You should aim for a solution with O(logn) time and O(1) space, where n is the size of the input array.

Recommended Time and Space Complexity

You should aim for a solution with O(log n) time and O(1) space, where n is the size of the input array.

Hint 1

A brute force solution would be to do a linear search on the array to find the minimum element. This would be an O(n) solution. Can you think of a better way? Maybe an efficient searching algorithm is helpful.

Hint 2

Given that the array is rotated after sorting, elements from the right end are moved to the left end one by one. This creates two parts of a sorted array, separated by a deflection point caused by the rotation. For example, consider the array [3, 4, 1, 2]. Here, the array is rotated twice, resulting in two sorted segments: [3, 4] and [1, 2]. And the minimum element will be the first element of the right segment. Can you do a binary search to find this cut?

Hint 3

We perform a binary search on the array with pointers l and r, which belong to two different sorted segments. For example, in [3, 4, 5, 6, 1, 2, 3], l = 0, r = 6, and mid = 3. At least two of l, mid, and r will always be in the same sorted segment. Can you find conditions to eliminate one half and continue the binary search? Perhaps analyzing all possible conditions for l, mid, and r would help.

Hint 4

There will be two conditions where l and mid will be in left sorted segment or mid and r will be in right sorted segement. If l and mid in sorted segement, then nums[l] < nums[mid] and the minimum element will be in the right part. If mid and r in sorted segment, then nums[m] < nums[r] and the minimum element will be in the left part.
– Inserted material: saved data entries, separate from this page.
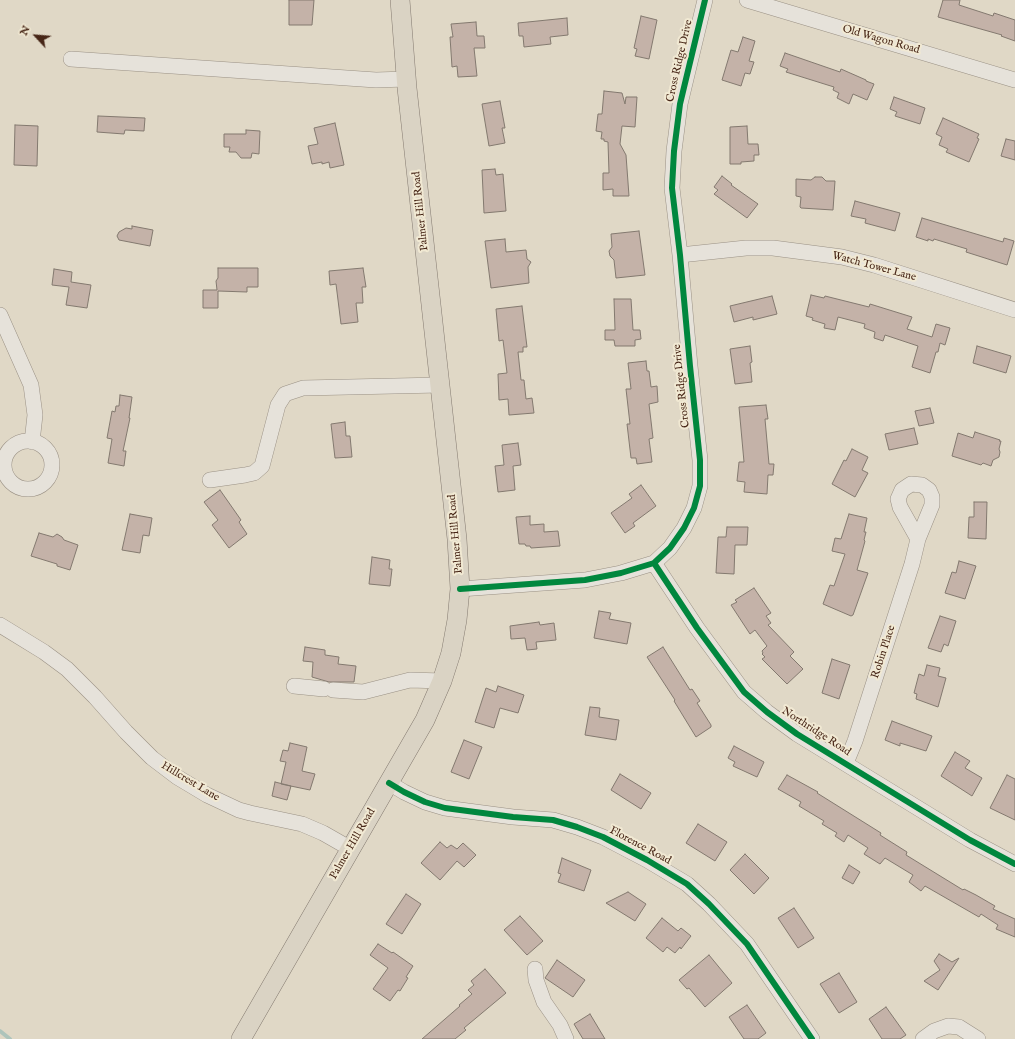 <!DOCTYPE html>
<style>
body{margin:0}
#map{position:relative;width:1015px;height:1039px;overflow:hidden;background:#e0d8c6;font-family:"IM FELL English",serif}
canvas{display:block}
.north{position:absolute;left:16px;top:16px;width:40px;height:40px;-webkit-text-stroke:3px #f1e9d3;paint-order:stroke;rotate:296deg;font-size:11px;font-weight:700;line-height:16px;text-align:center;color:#472617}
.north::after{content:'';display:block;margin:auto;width:14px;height:18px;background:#472617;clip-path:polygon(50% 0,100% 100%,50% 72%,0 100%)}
</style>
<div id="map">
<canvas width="1015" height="1039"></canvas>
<div class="north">N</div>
</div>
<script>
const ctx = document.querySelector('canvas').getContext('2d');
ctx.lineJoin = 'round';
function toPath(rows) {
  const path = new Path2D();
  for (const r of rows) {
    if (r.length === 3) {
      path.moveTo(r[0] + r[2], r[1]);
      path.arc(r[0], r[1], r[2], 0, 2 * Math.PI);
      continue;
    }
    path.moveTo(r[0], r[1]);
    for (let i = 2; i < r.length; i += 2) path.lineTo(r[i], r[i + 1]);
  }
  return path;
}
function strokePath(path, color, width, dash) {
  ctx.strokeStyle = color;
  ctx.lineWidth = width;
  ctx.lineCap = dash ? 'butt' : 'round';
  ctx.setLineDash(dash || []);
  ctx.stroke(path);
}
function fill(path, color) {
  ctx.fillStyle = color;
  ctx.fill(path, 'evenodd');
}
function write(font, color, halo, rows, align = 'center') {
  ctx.font = font + ' "IM FELL English",serif';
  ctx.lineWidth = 4;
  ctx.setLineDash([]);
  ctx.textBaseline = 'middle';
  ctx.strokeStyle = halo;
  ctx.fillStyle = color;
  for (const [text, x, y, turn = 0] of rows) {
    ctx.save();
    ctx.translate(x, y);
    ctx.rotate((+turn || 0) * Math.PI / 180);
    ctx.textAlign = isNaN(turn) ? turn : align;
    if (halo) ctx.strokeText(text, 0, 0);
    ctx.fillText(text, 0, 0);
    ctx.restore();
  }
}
strokePath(toPath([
 [0,1031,10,1039]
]), '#aec4bb', 4);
const building = toPath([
 [289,0,314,0,312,25,289,25,289,0],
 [943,0,960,0,959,5,993,16,994,13,1015,20,1015,41,1001,36,1002,35,938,17,943,0],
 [641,16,657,20,649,59,635,56,637,49,634,48,641,16],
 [567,18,568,35,550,37,551,44,524,47,523,36,519,36,518,23,567,18],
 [476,22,477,36,484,36,485,48,474,48,477,76,458,77,457,66,452,67,450,37,453,37,451,24,476,22],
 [743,37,755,41,749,61,754,62,750,74,745,73,741,86,722,80,731,50,738,52,743,37],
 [785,53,840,72,841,69,866,80,866,81,874,84,867,100,853,94,849,104,837,98,839,93,833,90,834,87,786,72,788,69,780,66,785,53],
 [604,91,622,93,625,104,626,97,637,97,635,127,622,126,620,144,626,155,629,196,613,196,613,189,603,190,603,173,609,173,608,142,604,141,604,139,601,139,602,132,596,131,598,114,602,114,604,91],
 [894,97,925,108,920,124,895,116,897,112,890,109,894,97],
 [500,101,505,128,502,128,505,143,489,146,482,104,500,101],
 [98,116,145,118,144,131,125,130,124,134,97,132,98,116],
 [943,118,979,134,977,138,979,139,969,162,946,152,948,149,939,145,942,137,936,134,943,118],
 [335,123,344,165,330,168,329,162,322,164,322,162,312,164,308,146,318,144,314,128,335,123],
 [15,125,38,126,37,166,14,165,15,125],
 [747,126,748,144,758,144,759,155,754,155,754,161,741,162,741,164,730,164,730,127,747,126],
 [246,130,260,131,259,154,252,153,251,158,241,158,236,152,229,152,230,147,224,147,224,134,246,134,246,130],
 [1006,139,1015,141,1015,160,1001,156,1006,139],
 [495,169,496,175,503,174,506,211,484,213,482,170,495,169],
 [722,176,732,184,731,185,758,204,747,218,714,194,718,190,714,187,722,176],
 [815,177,822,177,826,181,835,181,833,210,801,208,800,207,801,197,796,196,796,179,811,180,815,177],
 [855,201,900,213,895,231,865,223,866,219,851,216,855,201],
 [922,218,1003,242,1004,238,1014,241,1007,265,966,252,967,249,934,239,933,241,928,239,928,241,916,237,922,218],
 [132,226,153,230,150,246,119,240,117,236,119,232,126,228,132,229,132,226],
 [639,231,645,275,616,278,614,260,610,256,609,251,612,247,611,234,639,231],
 [505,239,506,252,526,250,527,259,531,262,528,267,529,283,491,288,485,241,505,239],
 [218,268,258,268,258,287,247,287,247,292,218,291,218,308,203,308,203,290,217,290,216,281,218,278,218,268],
 [363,268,366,287,362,287,363,303,356,303,358,322,341,324,336,284,330,285,329,271,363,268],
 [54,269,72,272,71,282,91,285,87,308,66,305,69,287,52,285,54,269],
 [811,295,824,298,825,296,869,307,870,304,912,317,907,329,932,337,936,324,950,328,945,345,940,343,938,352,936,352,930,373,912,367,918,346,885,335,883,341,874,338,875,332,864,328,865,324,838,317,835,330,824,328,825,324,812,320,813,318,806,316,811,295],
 [772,296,777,314,753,320,753,317,734,322,730,306,772,296],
 [614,299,631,299,633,330,640,330,641,339,635,340,635,346,615,346,614,340,605,340,605,330,615,330,614,299],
 [522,306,527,347,523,347,523,352,518,352,521,380,524,380,526,399,532,398,534,413,509,415,508,399,499,400,498,374,507,373,503,340,499,341,496,309,522,306],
 [750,346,752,362,750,363,752,382,735,384,730,349,750,346],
 [977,346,1011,356,1006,373,973,363,977,346],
 [646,361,647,371,649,371,651,387,657,386,658,402,649,404,653,438,649,439,652,462,637,464,636,458,631,458,627,424,630,424,626,389,631,389,628,363,646,361],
 [120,395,132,397,129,418,130,418,123,451,126,451,124,466,108,463,112,439,107,438,112,411,115,412,116,406,119,406,120,395],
 [766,405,768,419,765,419,769,464,774,464,773,475,768,475,767,494,744,492,745,482,737,481,739,462,744,462,739,407,766,405],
 [930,408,934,423,919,426,915,411,930,408],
 [345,422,346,436,350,436,352,457,335,458,331,424,345,422],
 [914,428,918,444,889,450,885,434,914,428],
 [975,432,1000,440,999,441,1001,441,999,449,1000,452,999,457,993,460,991,466,983,463,981,465,952,456,958,433,973,438,975,432],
 [518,443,521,465,513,466,515,490,498,492,495,466,504,465,502,445,518,443],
 [852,449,868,457,862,470,868,473,855,497,832,484,844,460,846,461,852,449],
 [641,485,656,506,633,523,635,526,625,533,611,513,632,498,629,494,641,485],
 [220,490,241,520,239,522,247,534,229,548,212,525,218,520,204,502,220,490],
 [974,502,987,502,986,539,968,538,969,517,974,517,974,502],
 [130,514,152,518,149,536,143,535,140,553,122,550,130,514],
 [849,514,867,518,864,532,866,532,864,540,865,541,857,570,868,573,853,615,851,616,823,604,830,585,834,586,845,554,832,551,835,538,841,539,849,514],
 [530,516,530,525,544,524,544,532,558,531,560,546,531,548,530,546,526,546,525,544,519,544,516,517,530,516],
 [727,527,748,527,747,545,735,545,734,574,716,573,718,537,726,537,727,527],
 [39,533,53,537,57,534,62,537,64,540,78,545,70,570,57,566,57,564,31,556,39,533],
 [372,557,390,560,389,569,392,569,390,586,369,584,372,557],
 [959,561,976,566,965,599,945,593,952,572,956,573,959,561],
 [754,588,771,613,766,616,771,623,768,625,794,652,790,656,803,669,787,684,762,659,765,657,762,654,763,653,762,651,767,646,755,630,750,634,731,605,737,602,735,600,754,588],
 [599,611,611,613,609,619,631,623,627,644,594,638,599,611],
 [940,616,956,621,948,646,944,644,941,652,928,648,940,616],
 [539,622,540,625,554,623,556,640,536,642,537,649,527,650,525,638,511,639,510,626,539,622],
 [305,647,325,650,325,655,339,657,338,664,356,666,354,682,329,682,312,677,313,662,303,661,305,647],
 [663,647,690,690,692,689,700,701,697,703,711,725,711,727,696,737,674,701,675,700,647,657,663,647],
 [832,659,850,665,839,699,822,693,832,659],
 [927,665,940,668,938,676,946,678,938,707,916,699,917,694,914,693,919,674,924,676,927,665],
 [498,686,524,695,518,713,500,708,494,728,475,722,486,688,496,692,498,686],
 [590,707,600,708,599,717,619,720,616,740,585,735,590,707],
 [892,721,932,736,926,751,900,743,900,746,885,740,892,721],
 [464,740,482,747,469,779,451,772,464,740],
 [290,743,307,747,302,771,315,774,310,790,281,784,286,762,280,761,283,750,288,751,290,743],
 [734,746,764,762,757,777,733,766,735,762,728,758,734,746],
 [955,752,970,761,965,768,982,778,972,796,941,776,955,752],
 [620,774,651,793,641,809,611,790,620,774],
 [787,775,818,792,817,793,881,833,880,835,907,852,906,855,963,890,964,889,976,895,995,906,993,909,1015,919,1015,937,996,929,998,925,981,914,979,917,925,886,921,891,909,882,913,875,885,858,880,864,864,854,868,848,848,835,844,842,835,836,837,833,822,824,824,821,799,806,801,802,778,789,787,775],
 [1007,775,1015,779,1015,820,990,808,1007,775],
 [275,782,291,786,287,800,272,796,275,782],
 [698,824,727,842,715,861,686,843,698,824],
 [440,842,447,848,451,845,457,849,463,843,476,855,464,867,457,861,440,880,421,863,440,842],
 [745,854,769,878,754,894,730,870,745,854],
 [562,858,591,870,584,891,558,882,561,874,558,873,562,858],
 [849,865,860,872,853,884,842,878,849,865],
 [628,892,646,904,635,921,606,903,628,892],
 [406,894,421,904,402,934,386,924,406,894],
 [794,908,814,938,798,948,778,918,794,908],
 [520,916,543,941,527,955,504,930,520,916],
 [662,918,678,931,681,928,691,936,681,949,680,947,675,953,667,947,663,952,646,938,662,918],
 [378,944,392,953,393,952,413,966,406,977,408,978,400,991,398,990,390,1001,373,989,388,968,370,955,378,944],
 [939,954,952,962,959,958,938,990,924,981,940,970,934,961,939,954],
 [709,955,732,983,705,1007,689,988,687,989,679,980,709,955],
 [557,960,585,980,573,997,545,978,557,960],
 [485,969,506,993,464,1028,466,1030,455,1039,422,1039,460,1006,459,1005,472,994,468,990,474,985,471,981,485,969],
 [839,973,857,1002,839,1013,820,984,839,973],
 [747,1005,766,1033,758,1039,744,1039,729,1017,747,1005],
 [886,1007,906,1035,900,1039,882,1039,869,1019,886,1007],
 [590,1014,605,1039,583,1039,574,1024,590,1014]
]);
fill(building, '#c4b2a8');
strokePath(building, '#83796f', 1);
const minor = toPath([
 [747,0,1015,80],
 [71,59,376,80,406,79],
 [680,255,746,248,773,248,842,257,874,265,1015,310],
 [0,315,31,385,35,415,32,442],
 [28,465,24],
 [210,480,245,475,254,473,262,466,278,405,285,394,303,388,440,385],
 [654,563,697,628,744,692,767,712,797,734,970,840,1015,864],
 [460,589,585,580,621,573,654,563,670,548,684,528,694,508,700,486,700,460,690,366,680,255,672,188,674,151,680,104,705,0],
 [0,625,44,652,67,669,95,697,126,732,152,758,177,777,207,795,239,810,250,813,302,824,323,833,351,849],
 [294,686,324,689],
 [333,690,363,692,410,680,442,681],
 [846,763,855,741,912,564,918,539,932,505,932,497,929,490,922,485,911,484,902,490,898,499,900,507,918,539],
 [389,783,404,792,425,802,445,808,513,817,553,820,577,827,603,837,647,860,687,884,709,904,747,944,812,1039],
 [535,969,536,980,544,1002,560,1025,566,1039],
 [923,1039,934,1031,948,1026,959,1027,978,1039]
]);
const major = toPath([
 [241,1039,425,720,442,681,451,653,457,620,460,589,457,539,407,88,400,0]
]);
strokePath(minor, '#9a9185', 16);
strokePath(major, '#83796f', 20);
strokePath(minor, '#e6e2da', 15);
strokePath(major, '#dad3c4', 19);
strokePath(toPath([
 [654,563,697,628,744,692,767,712,797,734,970,840,1015,864],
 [460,589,585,580,621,573,654,563,670,548,684,528,694,508,700,486,700,460,690,366,680,255,672,188,674,151,680,104,705,0],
 [389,783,404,792,425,802,445,808,513,817,553,820,577,827,603,837,647,860,687,884,709,904,747,944,812,1039]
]), '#00873e', 6);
write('11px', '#472617', '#f1e9d3', [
 ["Old Wagon Road",881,40,16],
 ["Cross Ridge Drive",680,61,-77],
 ["Palmer Hill Road",421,211,-96],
 ["Watch Tower Lane",874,267,15],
 ["Cross Ridge Drive",682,386,-96],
 ["Palmer Hill Road",456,534,-95],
 ["Robin Place",884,652,-72],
 ["Northridge Road",816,732,33],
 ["Hillcrest Lane",190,782,31],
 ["Palmer Hill Road",353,844,-60],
 ["Florence Road",640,846,28]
]);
</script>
After the binary search we end up finding the minimum element.

Solution

Brute Force

def find_min(nums: List[int]) -> int:
    return min(nums)

Time complexity: O(n) Space complexity: O(1)

Binary Search

def find_min(nums: List[int]) -> int:
    res = nums[0]
    left, right = 0, len(nums) - 1

    while left <= right:
        if nums[left] < nums[right]:
            res = min(res, nums[left])
            break

        mid = (left + right) // 2
        res = min(res, nums[mid])
        if nums[mid] >= nums[left]:
            left = mid + 1
        else:
            right = mid - 1
    return res

Time complexity: O(log n) Space complexity: O(1)

Binary Search (Lower Bound)

def find_min(nums: List[int]) -> int:
    left, right = 0, len(nums) - 1
    while left < right:
        mid = left + (right - left) // 2
        if nums[mid] < nums[right]:
            right = mid
        else:
            left = mid + 1
    return nums[left]

Time complexity: O(log n) Space complexity: O(1)